Carole loved animals, rainbows, flowers, "touch" and dancing. She loved children and possibility... people and dreams. She loved her husband deeply and she realized the valuable gift of unconditional love that HE gave her… and… she knew that this was sometimes QUITE challenging! She also knew that he was always up for a good challenge!
She honored her ancestry, and played a lot with her inheritance of "attitude!"
She enjoyed adventure, and she traveled to many foreign lands, believing home was where her heart was. She loved the beach, flying kites and building sandcastles. She left "heartprints" as well as footprints wherever she went.
Her most precious memories were moments shared with God and family. She embraced the idea of reaching the "golden gates" and hearing, "Well done, good and faithful servant! You have been faithful with a few things; I will put you in charge of many things. Come and share your master's happiness!" Can't you just see her now… with a big smile… saying YESSSSS!! So with great joy and celebration we now lift her up to God… knowing that someday we'll be with her again… in heaven… and that's definitely something to celebrate!

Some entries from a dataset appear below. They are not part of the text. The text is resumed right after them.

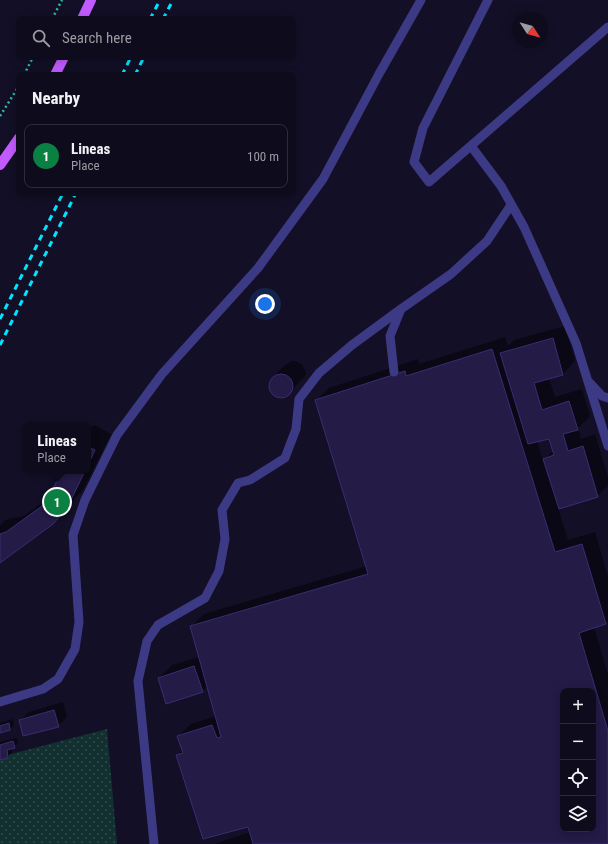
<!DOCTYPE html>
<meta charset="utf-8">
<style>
:root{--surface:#0e0b1c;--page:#171425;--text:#f1f3f6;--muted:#9b9ba3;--line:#2e2b3b;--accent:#0b8043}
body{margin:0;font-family:"Roboto Condensed",sans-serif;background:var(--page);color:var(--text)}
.controls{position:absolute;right:12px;bottom:12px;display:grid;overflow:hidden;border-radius:8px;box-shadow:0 2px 10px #0003}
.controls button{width:36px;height:36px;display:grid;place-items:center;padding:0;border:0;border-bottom:1px solid var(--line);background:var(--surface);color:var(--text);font:20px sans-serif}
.compass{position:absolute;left:512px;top:12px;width:36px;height:36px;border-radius:50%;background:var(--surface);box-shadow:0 2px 10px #0003;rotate:126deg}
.you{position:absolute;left:265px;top:304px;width:14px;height:14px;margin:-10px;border:3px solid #fff;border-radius:50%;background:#1a73e8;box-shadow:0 0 0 6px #1a73e833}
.badge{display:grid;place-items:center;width:26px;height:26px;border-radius:50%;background:var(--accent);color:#fff;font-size:13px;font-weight:700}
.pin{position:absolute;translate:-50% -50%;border:2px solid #fff;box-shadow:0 1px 4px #0006}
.popup{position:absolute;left:23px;top:422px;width:68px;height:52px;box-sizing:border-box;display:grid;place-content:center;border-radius:8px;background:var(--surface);filter:drop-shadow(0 1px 3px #0005);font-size:13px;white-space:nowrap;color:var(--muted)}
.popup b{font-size:15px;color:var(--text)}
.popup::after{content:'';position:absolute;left:50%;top:100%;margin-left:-8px;border:8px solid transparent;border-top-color:var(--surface)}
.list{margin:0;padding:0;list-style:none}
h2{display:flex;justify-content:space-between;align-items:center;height:52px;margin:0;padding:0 16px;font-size:17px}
h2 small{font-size:13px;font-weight:400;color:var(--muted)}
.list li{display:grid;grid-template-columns:26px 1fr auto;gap:12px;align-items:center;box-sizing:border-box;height:64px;margin:0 8px 8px;padding:0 8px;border:1px solid var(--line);border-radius:8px}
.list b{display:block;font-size:15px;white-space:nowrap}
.list p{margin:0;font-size:13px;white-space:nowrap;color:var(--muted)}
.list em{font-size:13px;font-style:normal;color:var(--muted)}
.icon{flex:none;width:22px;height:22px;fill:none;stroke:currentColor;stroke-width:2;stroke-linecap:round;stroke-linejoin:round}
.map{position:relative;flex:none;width:608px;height:844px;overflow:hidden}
.search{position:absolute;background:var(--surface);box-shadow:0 2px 10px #0003;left:16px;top:16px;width:280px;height:44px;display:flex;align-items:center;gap:10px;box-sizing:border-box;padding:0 14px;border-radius:8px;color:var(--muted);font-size:15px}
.panel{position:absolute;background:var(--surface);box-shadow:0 2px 10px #0003;left:16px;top:72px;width:280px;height:124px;border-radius:8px}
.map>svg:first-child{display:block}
.grass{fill:url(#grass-dots)}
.shadow{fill:#0007;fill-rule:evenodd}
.building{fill:#241b47;stroke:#3b2d73;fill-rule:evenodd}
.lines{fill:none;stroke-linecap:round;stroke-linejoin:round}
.path{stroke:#2fb8b0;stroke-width:2.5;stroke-dasharray:2 3;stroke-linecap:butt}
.service{stroke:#3d3a85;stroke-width:9}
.primary{stroke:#c25bff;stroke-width:10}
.rail{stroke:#00e5ff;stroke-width:3;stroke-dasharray:6 5;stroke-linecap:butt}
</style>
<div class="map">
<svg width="608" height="844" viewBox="0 0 608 844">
<defs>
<pattern id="grass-dots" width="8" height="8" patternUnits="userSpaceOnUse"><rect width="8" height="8" fill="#12302f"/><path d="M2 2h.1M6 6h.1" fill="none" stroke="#344d4e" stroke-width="1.8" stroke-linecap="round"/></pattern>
</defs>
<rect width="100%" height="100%" fill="#130f26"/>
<!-- grass -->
<path class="grass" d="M107,729l10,115h-117v-87z"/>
<!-- shadow -->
<g class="shadow">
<path d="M565,326l10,35 -12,13 -14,4 6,19 27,-8 8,27 -12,12 3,11 14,-5 13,43v9l-11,10 -39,12 10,32 27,-8 13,44v45l-2,2 -12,4 14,48v169h-393l35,-12 -2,-6 -71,-71 6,-5 -5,-13 13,-13 25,-8 -8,-30 -6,6 -43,-14 13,-13 27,-8 -8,-30 13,-13 163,-48 -51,-165 13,-13 89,-29 1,5 86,-27 3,9 6,-6zM550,437l4,13 -11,11 -6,-20zM563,691h30v138h-30z"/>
<path d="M292,361h3l7,3 4,9 -1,3 -18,19 -10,1 -6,-4 -1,-7 2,-7 13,-13z"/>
<path d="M94,425l17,9 -28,56 -31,33 -52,39v-36l5,-6 19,-4 26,-19 13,-26h25v-40z"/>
<path d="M63,702l4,15 -9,9 -38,-6 9,-8z"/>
<path d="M13,719l1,6 -4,4 -10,3v-9z"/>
<path d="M17,738l1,5 -4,4 -3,1 1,5 -4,4 -8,2v-17z"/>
</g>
<!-- building -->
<g class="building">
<path d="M553,338l10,37 -29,8 8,27 27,-9 9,29 -15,4 5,17 15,-5 15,51 -39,12 -16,-50 11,-4 -5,-16 -21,5 -28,-91z"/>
<path d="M492,349l63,203 27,-8 24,80 -27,9 29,98v113h-355l-5,-17 -45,12 -27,-84 7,-2 -6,-17 35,-11 5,13 4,-1 -31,-111 178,-52 -53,-174 90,-29 1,5zM563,691h30v138h-30z"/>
<circle cx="281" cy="386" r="12"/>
<path d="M88,447l7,3 -7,15z"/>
<path d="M62,471h23l-18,37 -14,16 -53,39v-29l6,-2 36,-26 6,-8z"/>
<path d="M194,666l9,26 -37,12 -8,-26z"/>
<path d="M54,710l5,17 -36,9 -4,-16z"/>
<path d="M9,723l1,7 -10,3v-7z"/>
<path d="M13,741l2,7 -8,2 1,8 -8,2v-15z"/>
</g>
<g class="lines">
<!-- path -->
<g class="path">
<path d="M52,19l10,-19"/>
<path d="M24,75l9,-18"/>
<path d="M0,116l19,-30"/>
</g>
<!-- service -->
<g class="service">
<path d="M488,0l-65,128 -9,34 15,20 179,-155"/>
<path d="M471,146l30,40 23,41 52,116 32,103"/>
<path d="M394,372l-4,-36 11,-27 50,-35 36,-33 24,-36"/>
<path d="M590,383l12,13 6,2"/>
<path d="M0,702l43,-13 15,-10 17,-30 4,-27 -6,-87 12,-35 32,-65 45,-61 96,-106 65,-89 56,-105 42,-74"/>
<path d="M154,844l-16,-163 9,-40 11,-16 47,-27 14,-27 6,-32 -3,-29 16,-27 12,-3 35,-22 11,-29 3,-30 20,-26 33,-28 49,-36"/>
</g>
<!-- primary -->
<g class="primary">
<path d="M82,19l9,-19"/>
<path d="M55,75l9,-18"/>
<path d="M0,165l19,-27"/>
</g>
<!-- rail -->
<g class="rail">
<path d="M150,19l10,-19"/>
<path d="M163,19l10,-19"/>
<path d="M122,75l9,-18"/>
<path d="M135,75l9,-18"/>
<path d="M0,319l63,-126"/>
<path d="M0,345l76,-152"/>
</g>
</g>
</svg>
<div class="controls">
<button>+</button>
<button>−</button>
<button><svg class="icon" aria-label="locate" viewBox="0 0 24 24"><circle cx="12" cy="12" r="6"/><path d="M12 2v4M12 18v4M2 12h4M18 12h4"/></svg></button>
<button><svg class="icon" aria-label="layers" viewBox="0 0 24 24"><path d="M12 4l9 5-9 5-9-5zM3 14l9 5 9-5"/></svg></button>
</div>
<svg class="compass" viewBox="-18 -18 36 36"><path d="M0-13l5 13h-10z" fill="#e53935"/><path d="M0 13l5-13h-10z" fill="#9b9ba3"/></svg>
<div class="you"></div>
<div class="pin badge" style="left:57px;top:502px">1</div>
<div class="popup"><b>Lineas</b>Place</div>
<div class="search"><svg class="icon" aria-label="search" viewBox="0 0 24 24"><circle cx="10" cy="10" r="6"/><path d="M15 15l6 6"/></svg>Search here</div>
<section class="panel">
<h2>Nearby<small></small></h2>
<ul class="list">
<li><span class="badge">1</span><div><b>Lineas</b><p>Place</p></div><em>100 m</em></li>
</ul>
</section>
</div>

God continues His work in me… but the difference now is that I read and study scripture with joy and excitement… I begin each morning thanking God in prayer and saying, "LORD I COMMIT THIS DAY TO YOU… USE ME TO BRING ABOUT YOUR PERFECT WILL…" My life is now totally centered on my relationship with Christ. In EVERY circumstance I find myself talking with Him and desiring to do His will. My ultimate goal is to get out of my own way and TRUST Him completely! I know I don't deserve God's precious love… but I am eternally grateful for it. In John 14:5 Thomas said, "Lord, we don't know where you are going, so how can we know the way?" Jesus answered, "I am the way and the truth and the life…"
I pray I continue to grow in the grace and knowledge of our LORD and Savior Jesus Christ. To Him be glory both now and forever! THIS child of God joyfully closes her testimony with HALLELUJAH… THANK YOU FATHER for showing me the way!